O pastoreio e a venda de queijo têm sido desde os primórdios um meio de subsistência e do empoderamento da maioria das mulheres de Cachaço, que mesmo perante diversas dificuldades impostas pelas mudanças climáticas ainda insistem.
A Inforpress foi até a comunidade, que fica a cerca de 12 quilómetros da cidade de Nova Sintra, conhecer a história de algumas dessas mulheres.
Maria Mendes, 58 anos, nasceu, cresceu e reside na localidade e considerou que esta prática é como uma “herança familiar” e sempre foi uma forma de garantir o sustento da família, no pastoreio ou na agricultura de sequeiro.
A comunidade de Cachaço, conforme a mesma fonte, tem este “desígnio” natural, onde as pessoas ou têm que se dedicar ao pastoreio e a prática da agricultura de sequeiro, ou então procurar trabalho nas obras em outras localidades, pois a zona onde vivem é uma das “menos afortunadas” na ilha a nível de oportunidades.
“A criação de animais na minha família e em muitas desta localidade é como se fosse uma herança”, considerou, explicando que quando nasceu encontrou os pais neste estilo de vida, também herdado dos seus antepassados e ela mesmo, depois de constituir a sua família, deu continuidade a este “legado” que também foi passado aos seus filhos.
Contou que teve “a sorte” de estudar até ao 4º ano e dos seus cinco filhos somente dois tiveram a oportunidade de concluir o Ensino Secundário, mas que de “nada” serviu-lhes, pois não conseguiram dar continuidade aos estudos e o 12º ano não deu para cortarem esta “tradição familiar”.
Estes também se têm dedicado à prática do pastoreio, além de trabalharem em obras como ajudantes.
“Esta é uma vida difícil e sacrificada, porque são quilómetros e mais quilómetros que percorremos diariamente atrás do sustento da família e dos filhos, mas as consequências são várias e hoje, mais do que nunca não compensa tanto esforço”, anunciou, sublinhando que antigamente a criação de gado e a agricultura, mesmo a de sequeiro, apresentavam rendimentos, mas que hoje “as coisas estão a ficar cada vez mais complicadas”.
Recordou que o que a levou a se dedicar a esta profissão, que é uma das actividades económicas “mais importantes” na economia da Brava, foi, além de dar continuidade ao legado familiar, a necessidade de ter uma fonte de rendimento e de ser “dona de si”, o que conseguiu.
Conforme explicou, tinha na sua posse dezenas e mais dezenas de cabeças de gado, tinha leite suficiente e conseguia produzir queijo que vendia.

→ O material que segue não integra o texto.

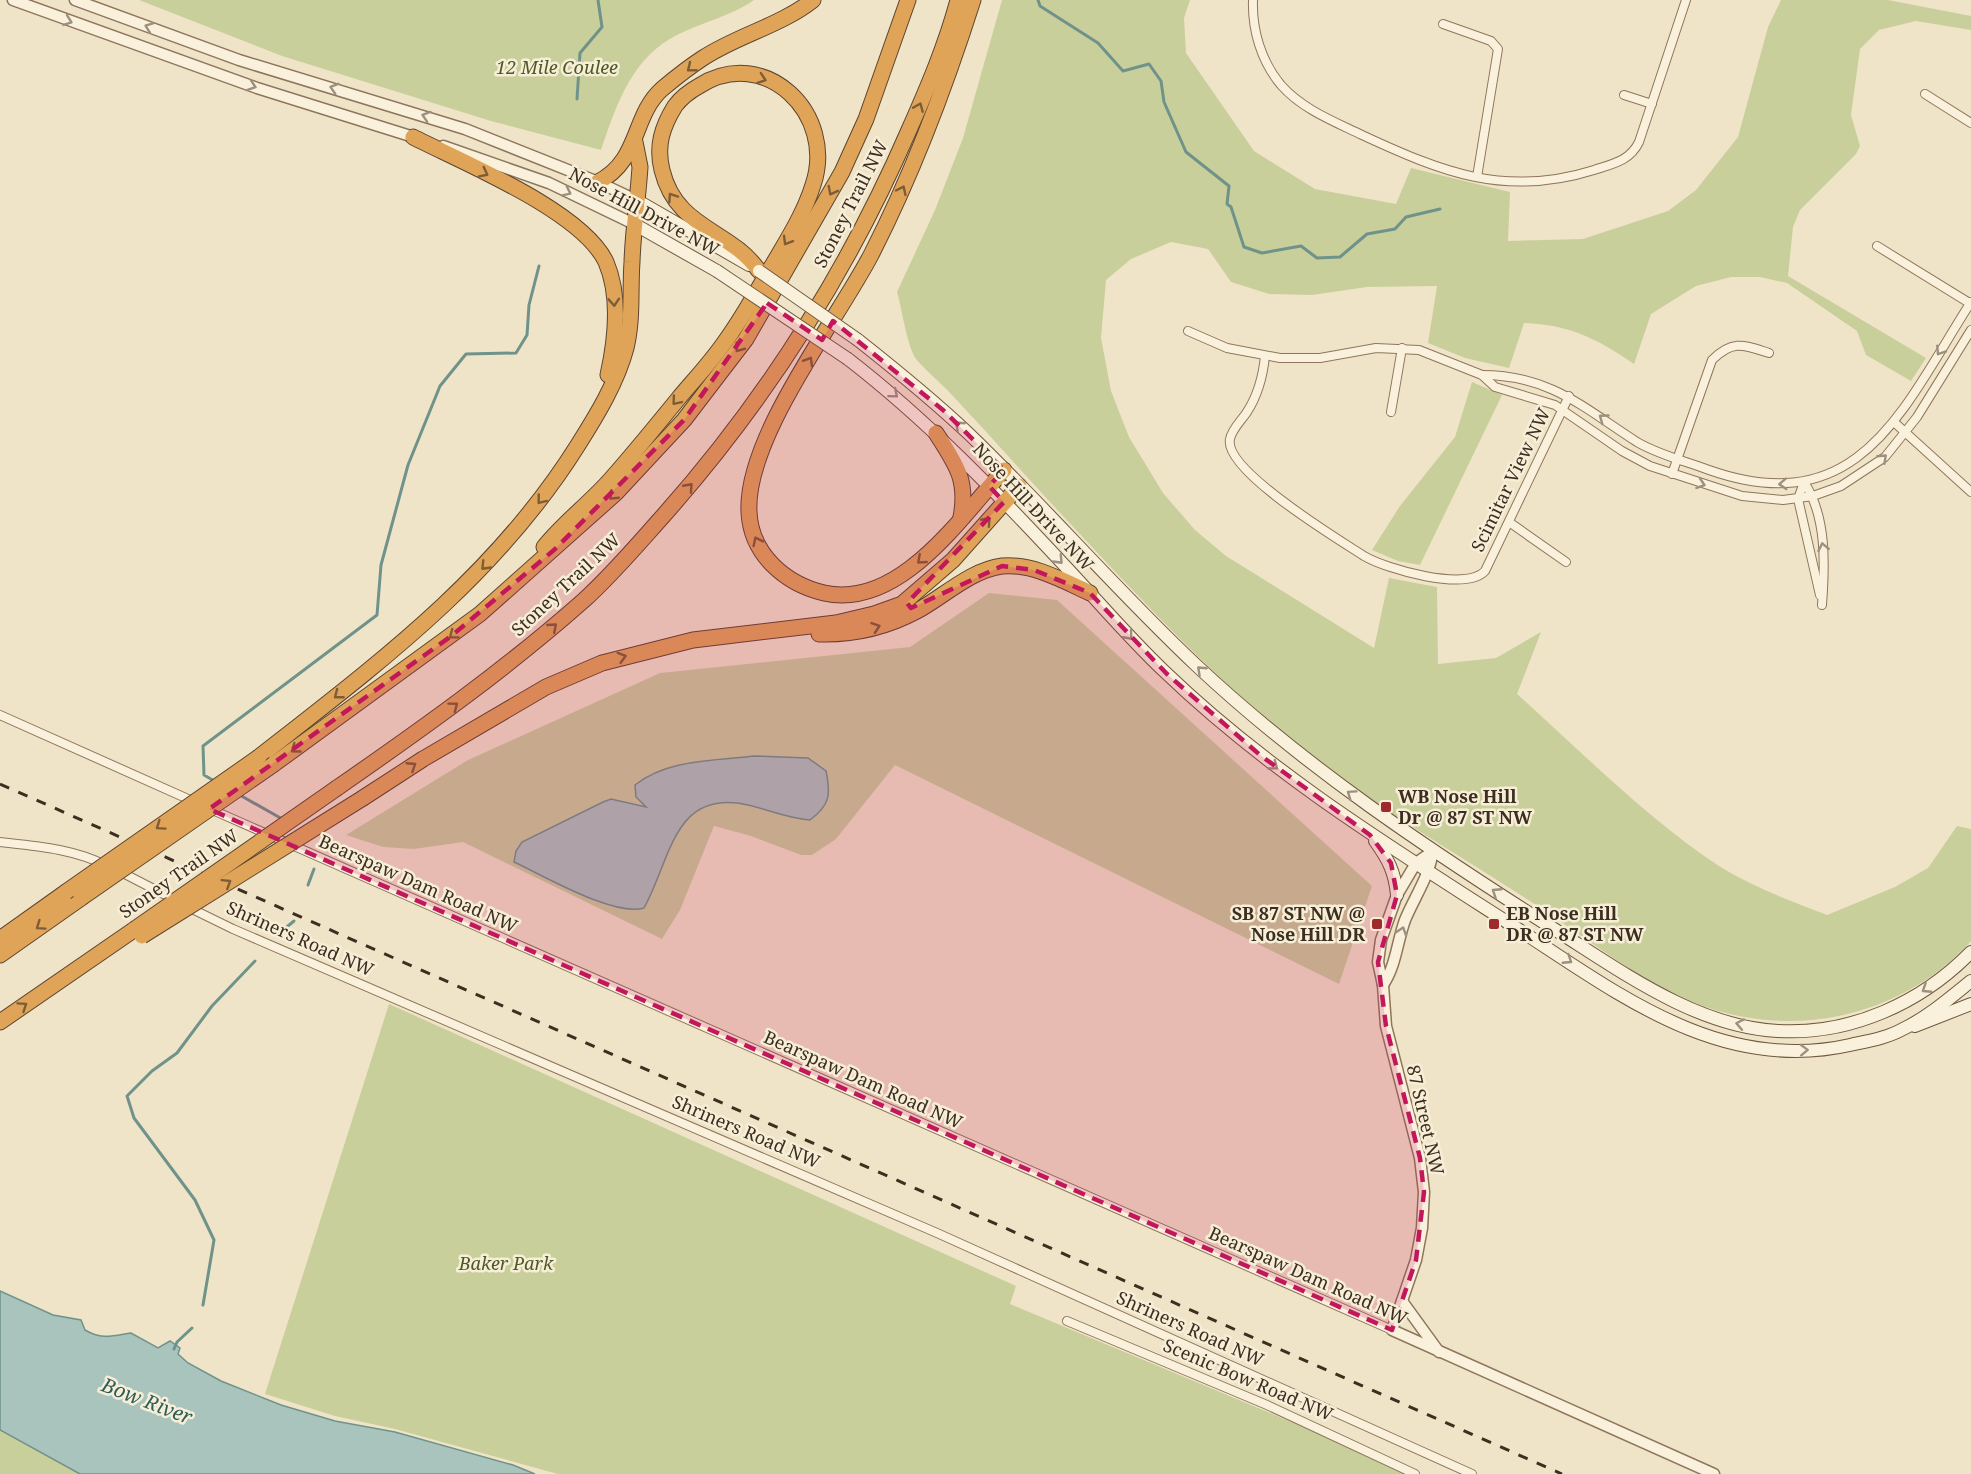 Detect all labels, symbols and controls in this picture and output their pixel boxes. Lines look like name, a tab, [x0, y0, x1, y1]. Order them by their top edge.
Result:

Com o lucro dessas actividades conseguiu sustentar os filhos, educá-los até onde foi possível e juntamente com o parceiro construir uma casa.
Hoje, com os consecutivos anos de seca, a falta de água, pasto, e com o aumento do preço das rações só tem algumas cabeças de cabra, que não chegam a 20, mas continua “firme”, pois é algo que gosta de fazer
Para manter a produção de uma quantidade razoável de queijo, sintetizou, é obrigada a comprar leite noutros criadores.
Quanto ao pasto, realçou que este ano o cenário é “um pouco diferente” e, na questão da água, há uma cisterna onde conservam a água das chuvas para dar aos animais, mas os cães vadios “têm dizimado e muito” o gado nesta zona.
E mesmo a produção de queijo, conforme avançou, não traz nenhum benefício, pois, segundo Maria Mendes, um litro de leite custa 90 escudos e para produzir um queijo que vende a 120 escudos somente um litro não é suficiente, mostrando dessa forma que o que a move neste momento é a “paixão e a necessidade de continuar a se sentir empoderada”.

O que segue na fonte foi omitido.